Kedatangan Naura disambut oleh Sinta dan Faishal. Sinta sangat senang melihat Naura.


Sinta bahkan langsung memeluk dan menciumi Naura.


"Kau anak yang sangat manis. Ayo ikut dengan Oma! Oma punya banyak mainan untuk Naura!" Sinta mengajak Naura menuju kamarnya.


Naura memang anak yang penurut. Naura mengikuti langkah kaki Sinta menuju ke sebuah kamar yang sudah di desain khusus untuk Naura.


"Lihat! Kau suka boneka barbie kan? Oma punya banyak bonek barbie disini."


Naura tetaplah anak-anak. Diberikan mainan yang begitu banyak, tentu saja ia tak menolak. Naura bahkan asyik bermain dengan semua mainan barunya.

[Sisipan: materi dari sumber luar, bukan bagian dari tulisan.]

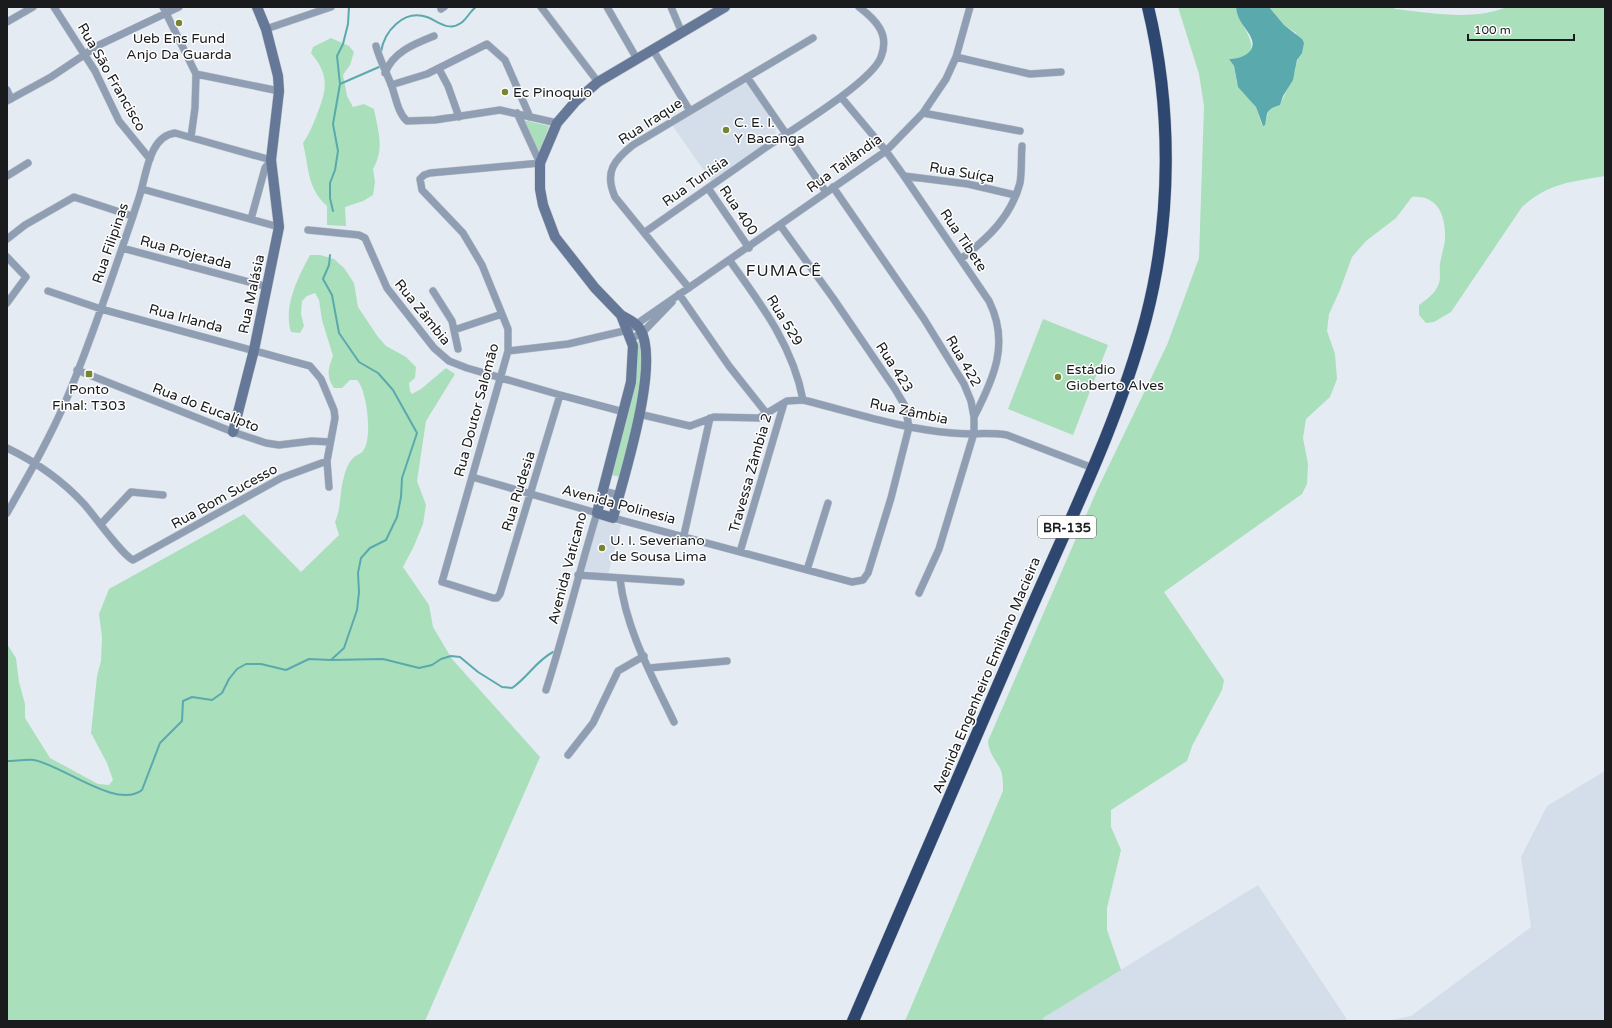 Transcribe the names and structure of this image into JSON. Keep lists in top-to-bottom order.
{
  "streets": {
    "highway": ["BR-135", "Avenida Engenheiro Emiliano Macieira"],
    "street": [
      "Rua São Francisco",
      "Rua Iraque",
      "Rua Tailândia",
      "Rua Suíça",
      "Rua Tunísia",
      "Rua 400",
      "Rua Tibete",
      "Rua Filipinas",
      "Rua Projetada",
      "Rua Malásia",
      "Rua Zâmbia",
      "Rua Irlanda",
      "Rua 529",
      "Rua 422",
      "Rua 423",
      "Rua do Eucalípto",
      "Rua Doutor Salomão",
      "Travessa Zâmbia 2",
      "Rua Rudesia",
      "Rua Bom Sucesso",
      "Avenida Polinesia",
      "Avenida Vaticano"
    ]
  },
  "crossings": [
    ["Rua São Francisco", "Rua Filipinas"],
    ["Rua Iraque", "Rua Tailândia"],
    ["Rua Iraque", "Rua Tunísia"],
    ["Rua Tailândia", "Rua 400"],
    ["Rua Tailândia", "Rua Tibete"],
    ["Rua Tailândia", "Rua 529"],
    ["Rua Tailândia", "Rua 422"],
    ["Rua Tailândia", "Rua 423"],
    ["Rua Tailândia", "Avenida Vaticano"],
    ["Rua Suíça", "Rua Tibete"],
    ["Rua Tunísia", "Rua 400"],
    ["Rua Tunísia", "Rua Tibete"],
    ["Rua Tibete", "Rua 422"],
    ["Rua Filipinas", "Rua Projetada"],
    ["Rua Filipinas", "Rua Irlanda"],
    ["Rua Filipinas", "Rua do Eucalípto"],
    ["Rua Projetada", "Rua Malásia"],
    ["Rua Malásia", "Rua Irlanda"],
    ["Rua Malásia", "Rua do Eucalípto"],
    ["Rua Zâmbia", "Rua 529"],
    ["Rua Zâmbia", "Rua 422"],
    ["Rua Zâmbia", "Rua 423"],
    ["Rua Zâmbia", "Rua Doutor Salomão"],
    ["Rua Zâmbia", "Travessa Zâmbia 2"],
    ["Rua Zâmbia", "Rua Rudesia"],
    ["Rua Zâmbia", "Avenida Vaticano"],
    ["Rua Zâmbia", "Avenida Engenheiro Emiliano Macieira"],
    ["Rua Irlanda", "Rua do Eucalípto"],
    ["Rua 423", "Avenida Polinesia"],
    ["Rua Doutor Salomão", "Rua Rudesia"],
    ["Rua Doutor Salomão", "Avenida Polinesia"],
    ["Rua Doutor Salomão", "Avenida Vaticano"],
    ["Travessa Zâmbia 2", "Avenida Polinesia"],
    ["Rua Rudesia", "Avenida Polinesia"],
    ["Avenida Polinesia", "Avenida Vaticano"]
  ],
  "districts": ["FUMACÊ"],
  "places": {
    "other": [
      "Ueb Ens Fund Anjo Da Guarda",
      "Ec Pinoquio",
      "C. E. I. Y Bacanga",
      "Estádio Gioberto Alves",
      "U. I. Severiano de Sousa Lima"
    ],
    "transit": ["Ponto Final: T303"]
  },
  "scale_bar": "100 m"
} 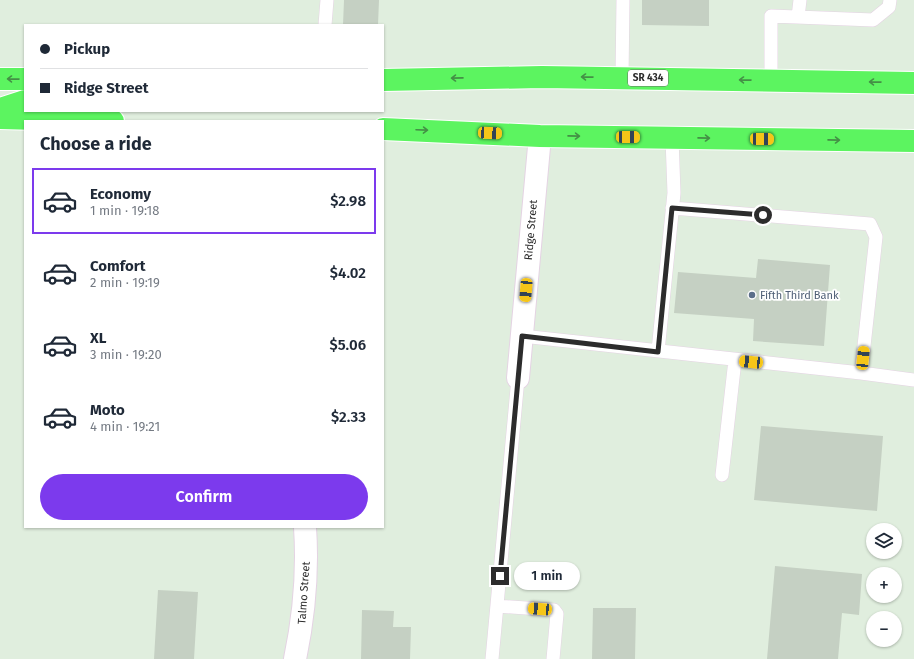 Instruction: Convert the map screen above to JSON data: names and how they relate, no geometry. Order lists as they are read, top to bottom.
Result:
{
  "streets": {
    "main road": ["SR 434"],
    "street": ["Ridge Street", "Talmo Street"]
  },
  "places": ["Fifth Third Bank"],
  "page": {
    "banner": ["Pickup", "Ridge Street"],
    "heading": "Choose a ride",
    "list": [
      {
        "name": "Economy",
        "note": "1 min · 19:18",
        "value": "$2.98"
      },
      {
        "name": "Comfort",
        "note": "2 min · 19:19",
        "value": "$4.02"
      },
      {
        "name": "XL",
        "note": "3 min · 19:20",
        "value": "$5.06"
      },
      {
        "name": "Moto",
        "note": "4 min · 19:21",
        "value": "$2.33"
      }
    ],
    "buttons": "Confirm",
    "map_buttons": ["+", "−"],
    "bubble": "1 min"
  }
} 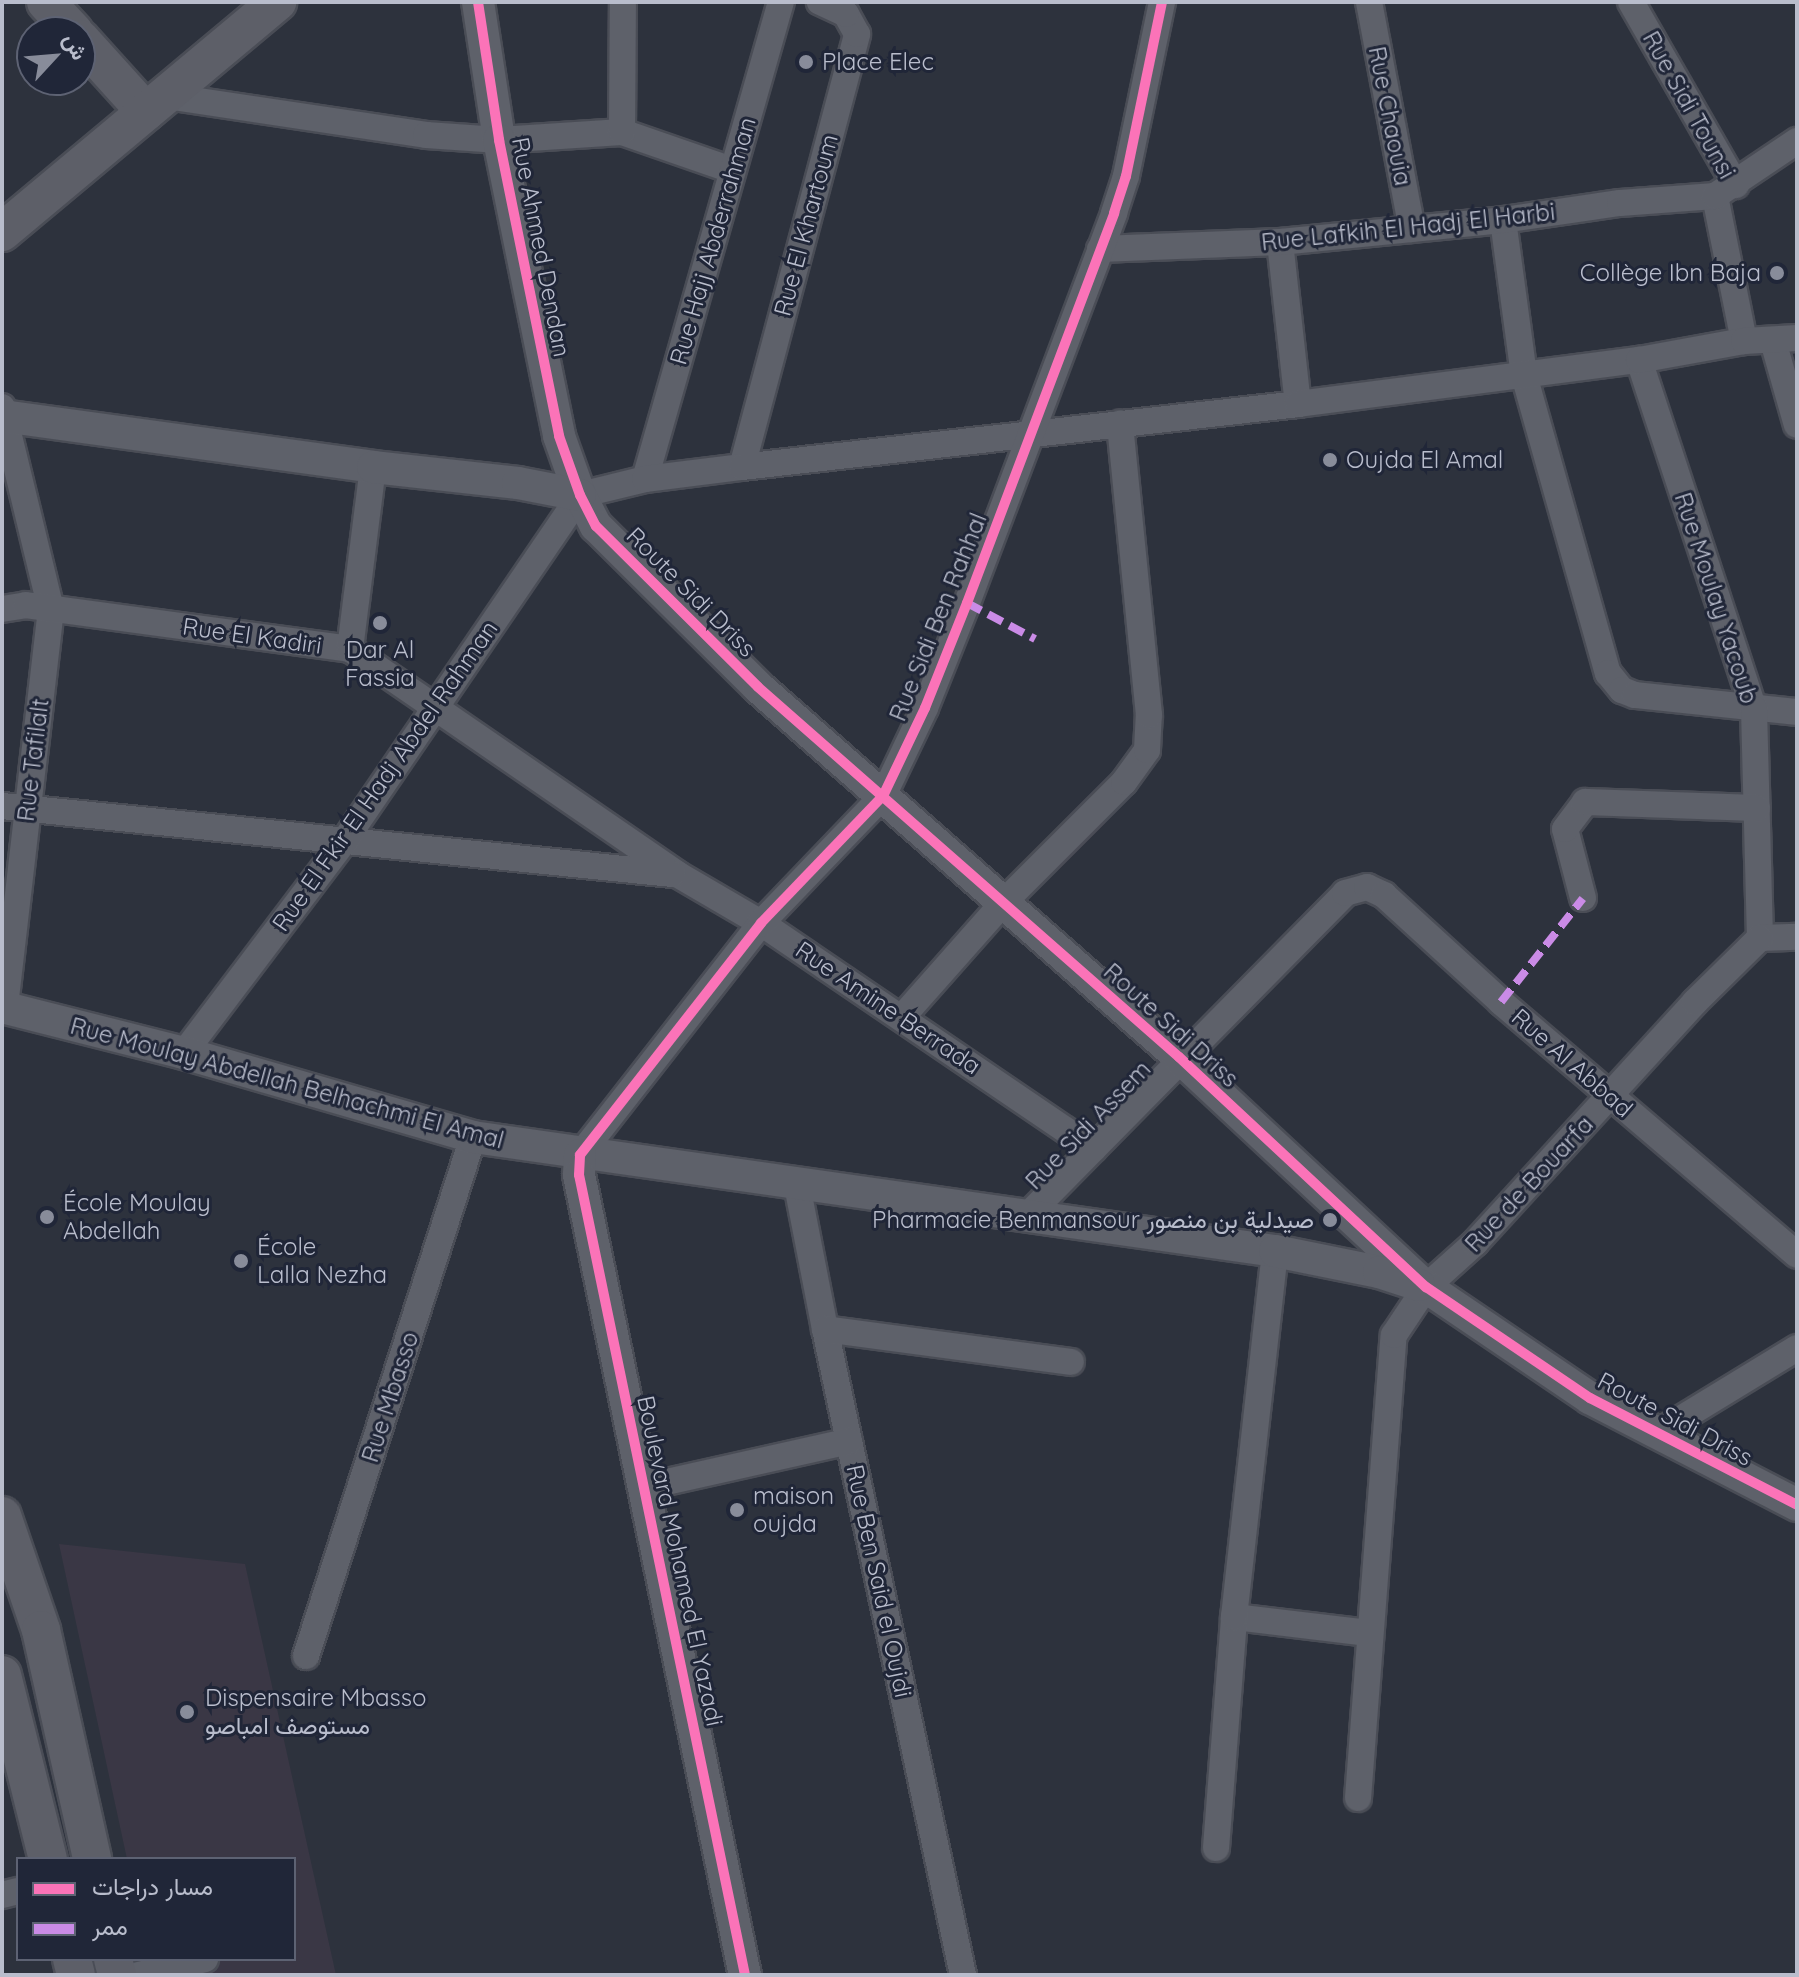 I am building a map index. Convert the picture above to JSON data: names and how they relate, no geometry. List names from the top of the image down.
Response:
{
  "streets": {
    "street": [
      "Rue Sidi Tounsi",
      "Rue Chaouia",
      "Rue El Khartoum",
      "Rue Lafkih El Hadj El Harbi",
      "Rue Hajj Abderrahman",
      "Rue Ahmed Dendan",
      "Route Sidi Driss",
      "Rue Moulay Yacoub",
      "Rue Sidi Ben Rahhal",
      "Rue El Kadiri",
      "Rue Tafilalt",
      "Rue El Fkir El Hadj Abdel Rahman",
      "Rue Amine Berrada",
      "Rue Al Abbad",
      "Rue Moulay Abdellah Belhachmi El Amal",
      "Rue Sidi Assem",
      "Rue de Bouarfa",
      "Rue Mbasso",
      "Boulevard Mohamed El Yazadi",
      "Rue Ben Said el Oujdi"
    ]
  },
  "crossings": [
    ["Rue Sidi Tounsi", "Rue Lafkih El Hadj El Harbi"],
    ["Rue Chaouia", "Rue Lafkih El Hadj El Harbi"],
    ["Rue Lafkih El Hadj El Harbi", "Rue Sidi Ben Rahhal"],
    ["Rue Ahmed Dendan", "Route Sidi Driss"],
    ["Rue Ahmed Dendan", "Rue El Fkir El Hadj Abdel Rahman"],
    ["Route Sidi Driss", "Rue Sidi Ben Rahhal"],
    ["Route Sidi Driss", "Rue El Fkir El Hadj Abdel Rahman"],
    ["Route Sidi Driss", "Rue Moulay Abdellah Belhachmi El Amal"],
    ["Route Sidi Driss", "Rue Sidi Assem"],
    ["Route Sidi Driss", "Rue de Bouarfa"],
    ["Rue Moulay Yacoub", "Rue de Bouarfa"],
    ["Rue Sidi Ben Rahhal", "Rue Amine Berrada"],
    ["Rue Sidi Ben Rahhal", "Rue Moulay Abdellah Belhachmi El Amal"],
    ["Rue Sidi Ben Rahhal", "Boulevard Mohamed El Yazadi"],
    ["Rue El Kadiri", "Rue Tafilalt"],
    ["Rue El Kadiri", "Rue El Fkir El Hadj Abdel Rahman"],
    ["Rue El Kadiri", "Rue Amine Berrada"],
    ["Rue Tafilalt", "Rue Moulay Abdellah Belhachmi El Amal"],
    ["Rue El Fkir El Hadj Abdel Rahman", "Rue Moulay Abdellah Belhachmi El Amal"],
    ["Rue Amine Berrada", "Rue Sidi Assem"],
    ["Rue Al Abbad", "Rue Sidi Assem"],
    ["Rue Al Abbad", "Rue de Bouarfa"],
    ["Rue Moulay Abdellah Belhachmi El Amal", "Rue Sidi Assem"],
    ["Rue Moulay Abdellah Belhachmi El Amal", "Rue de Bouarfa"],
    ["Rue Moulay Abdellah Belhachmi El Amal", "Rue Mbasso"],
    ["Rue Moulay Abdellah Belhachmi El Amal", "Boulevard Mohamed El Yazadi"],
    ["Rue Moulay Abdellah Belhachmi El Amal", "Rue Ben Said el Oujdi"]
  ],
  "places": [
    "Place Elec",
    "Collège Ibn Baja",
    "Oujda El Amal",
    "Dar Al Fassia",
    "École Moulay Abdellah",
    "Pharmacie Benmansour صيدلية بن منصور",
    "École Lalla Nezha",
    "maison oujda",
    "Dispensaire Mbasso مستوصف امباصو"
  ],
  "legend": ["مسار دراجات", "ممر"],
  "north": "top right"
}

Sinta tersenyum lega karena cucunya sudah mulai kerasan tinggal di rumahnya. Sinta berpamitan pada Naura karena ia harus menyiapkan makan siang. Naura mengangguk patuh dan terus bermain dengan mainannya.


Di ruang keluarga, Faishal kembali menanyakan tentang keseriusan Arshad untuk mengambil hak asuh Naura dari tangan Shady.


"Aku serius, Pa! Naura adalah putriku, dia cucu papa! Jadi, kuharap papa bisa menerima keputusanku ini."


Faishal tidak bisa berkata-kata lagi. Keinginan putranya sudah bulat. Kini tinggal menunggu keputusan dari pengadilan dimanakah Naura akan tinggal.


...***...


Sudah tiga hari Naura tinggal dengan Arshad, hati Dea makin tidak tenang. Dea takut jika Naura akan memilih tinggal bersama keluarga Huda.


"Sayang, jangan khawatir. Naura pasti akan memilih kita. Sidang perwalian akan dimulai dua hari lagi. Kita harus bersiap." Shady memeluk Dea dan menenangkannya.


"Aku takut, Mas. Aku takut mereka akan mengambil Naura dari kita." Dea menangis sesenggukan.


"Tidak! Kita tidak akan kehilangan Naura! Percayalah!" Meski dalam hati Shady juga cemas, tapi sebisa mungkin ia meredamnya perasaannya. Ia yakin jika Dea dan dirinya akan menang di persidangan nanti.